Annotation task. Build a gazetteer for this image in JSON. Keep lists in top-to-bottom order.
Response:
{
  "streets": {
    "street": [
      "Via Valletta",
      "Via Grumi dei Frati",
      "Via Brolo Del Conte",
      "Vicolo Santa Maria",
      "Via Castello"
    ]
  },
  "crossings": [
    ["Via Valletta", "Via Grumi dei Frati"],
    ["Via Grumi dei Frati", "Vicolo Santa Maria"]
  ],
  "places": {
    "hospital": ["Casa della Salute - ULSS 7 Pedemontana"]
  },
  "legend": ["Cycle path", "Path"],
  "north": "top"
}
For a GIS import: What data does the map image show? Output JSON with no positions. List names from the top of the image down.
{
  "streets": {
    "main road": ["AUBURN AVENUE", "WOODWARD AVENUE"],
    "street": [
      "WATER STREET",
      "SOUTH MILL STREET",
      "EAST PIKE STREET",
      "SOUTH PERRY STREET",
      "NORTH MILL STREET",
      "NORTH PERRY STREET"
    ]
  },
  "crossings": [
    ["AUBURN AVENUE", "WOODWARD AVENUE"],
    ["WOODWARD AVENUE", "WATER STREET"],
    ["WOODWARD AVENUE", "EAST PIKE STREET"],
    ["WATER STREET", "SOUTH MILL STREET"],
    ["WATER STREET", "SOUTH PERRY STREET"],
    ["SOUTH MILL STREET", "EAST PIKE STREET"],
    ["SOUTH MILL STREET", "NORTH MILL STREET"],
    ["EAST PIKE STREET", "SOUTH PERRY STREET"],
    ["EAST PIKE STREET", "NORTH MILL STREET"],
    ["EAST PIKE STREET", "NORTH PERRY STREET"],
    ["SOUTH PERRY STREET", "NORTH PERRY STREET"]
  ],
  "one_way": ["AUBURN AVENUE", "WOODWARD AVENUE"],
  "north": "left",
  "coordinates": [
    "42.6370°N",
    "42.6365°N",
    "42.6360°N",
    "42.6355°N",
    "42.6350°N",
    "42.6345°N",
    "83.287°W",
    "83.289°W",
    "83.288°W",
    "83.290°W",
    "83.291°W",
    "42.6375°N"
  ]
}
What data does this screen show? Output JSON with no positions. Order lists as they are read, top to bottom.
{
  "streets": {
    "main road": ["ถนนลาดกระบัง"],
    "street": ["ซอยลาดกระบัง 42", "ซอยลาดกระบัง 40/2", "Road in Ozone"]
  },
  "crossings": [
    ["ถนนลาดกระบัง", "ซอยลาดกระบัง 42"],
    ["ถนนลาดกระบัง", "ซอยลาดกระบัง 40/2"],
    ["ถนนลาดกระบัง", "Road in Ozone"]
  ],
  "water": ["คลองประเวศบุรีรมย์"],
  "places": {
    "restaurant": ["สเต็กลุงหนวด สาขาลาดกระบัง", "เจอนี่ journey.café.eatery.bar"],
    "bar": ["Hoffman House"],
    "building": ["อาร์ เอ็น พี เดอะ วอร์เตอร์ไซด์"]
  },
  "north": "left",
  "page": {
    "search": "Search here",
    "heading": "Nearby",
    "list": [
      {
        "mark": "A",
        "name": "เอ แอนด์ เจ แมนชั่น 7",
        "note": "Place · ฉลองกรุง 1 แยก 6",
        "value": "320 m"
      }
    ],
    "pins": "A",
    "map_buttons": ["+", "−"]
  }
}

■ ■ ■ ■

- **To do**
Return the lines above that include the string "MILL".

- **Your solution**
      "SOUTH MILL STREET",
      "NORTH MILL STREET",
    ["WATER STREET", "SOUTH MILL STREET"],
    ["SOUTH MILL STREET", "EAST PIKE STREET"],
    ["SOUTH MILL STREET", "NORTH MILL STREET"],
    ["EAST PIKE STREET", "NORTH MILL STREET"],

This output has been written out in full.